- Born: Molly Bridger 13 August 1917 London, England
- Died: 20 April 1994 (aged 76) Lahore, Pakistan
- Known for: Painting, educator
- Spouse: Sheikh Ahmed ​ ​(m. 1939; div. 1951)​
- Awards: Tamgha-e-Imtiaz (Medal of Excellence) by the Government of Pakistan in 1963 Pride of Performance Award by the President of Pakistan in 1969

= Anna Molka Ahmed =

Pakistani painter artist (1917–1994)

Anna Molka Ahmed (13 August 1917 - 20 April 1994) was a Pakistani artist and a pioneer of fine arts education in the country after its independence in 1947. She was a professor of fine arts at the University of the Punjab in Lahore.

==Early life and career==
Anna Molka Ahmed was born Molly Bridger to Jewish parents, in London, England on 13 August 1917. Her mother was Polish and father was Russian.

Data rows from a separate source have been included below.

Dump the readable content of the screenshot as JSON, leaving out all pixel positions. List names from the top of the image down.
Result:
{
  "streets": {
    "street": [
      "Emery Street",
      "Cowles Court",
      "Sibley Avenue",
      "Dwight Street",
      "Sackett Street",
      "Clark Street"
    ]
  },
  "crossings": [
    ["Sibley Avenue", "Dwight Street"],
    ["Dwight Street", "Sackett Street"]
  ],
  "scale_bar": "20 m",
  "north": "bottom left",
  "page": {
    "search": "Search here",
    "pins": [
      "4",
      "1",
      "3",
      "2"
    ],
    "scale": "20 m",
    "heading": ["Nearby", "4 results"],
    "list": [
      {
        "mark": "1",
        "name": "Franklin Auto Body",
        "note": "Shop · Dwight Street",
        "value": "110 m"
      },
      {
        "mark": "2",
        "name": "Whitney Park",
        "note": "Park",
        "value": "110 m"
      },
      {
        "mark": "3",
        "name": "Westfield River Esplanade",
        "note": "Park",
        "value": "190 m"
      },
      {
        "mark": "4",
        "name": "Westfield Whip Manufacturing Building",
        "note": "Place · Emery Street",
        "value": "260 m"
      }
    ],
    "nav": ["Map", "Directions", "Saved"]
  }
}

She converted to Islam at the age of 18 in 1935, before marrying Sheikh Ahmed in October 1939, who was then studying in London. She studied painting, sculpture and design at St. Martin School of Arts in London, and received a scholarship to the Royal Academy of Art.

Ahmed moved to Lahore in 1940 and, besides painting, taught fine art at the University of the Punjab. Professor Emeritus Anna Molka Ahmed set up the Department of Fine Arts now called the College of Arts and Design at the University of the Punjab, which she headed until 1978.

In 1951, the couple parted ways but Anna chose to remain in Pakistan with her two daughters until her death on 20 April 1994.

In her 55-year career, "she was well known as a painter of evocative landscapes, grand thematic figurative compositions and observant, insightful portraits. Her works are characterized by a signature impasto technique executed in a flamboyant, vivid palette."

==Awards and honours==
She was awarded the Tamgha-i-Imtiaz (Medal of Excellence) by the Government of Pakistan in 1963, for her services in the field of fine arts education.
- Pride of Performance Award in 1969 by the President of Pakistan.
- Khudeja Tul Kubra Medal

On 14 August 2006, Pakistan Post issued a Rs. 40 sheetlet of stamps to posthumously honour ten Pakistani painters. Besides Anna Molka Ahmed, the other nine painters were: Laila Shahzada, Askari Mian Irani, Sadequain, Ali Imam, Shakir Ali, Zahoor ul Akhlaq, Zubeida Agha, Ahmed Pervez and Bashir Mirza.

==Google Doodle for her==
On 1 June 2020, Google celebrated her with a Google Doodle.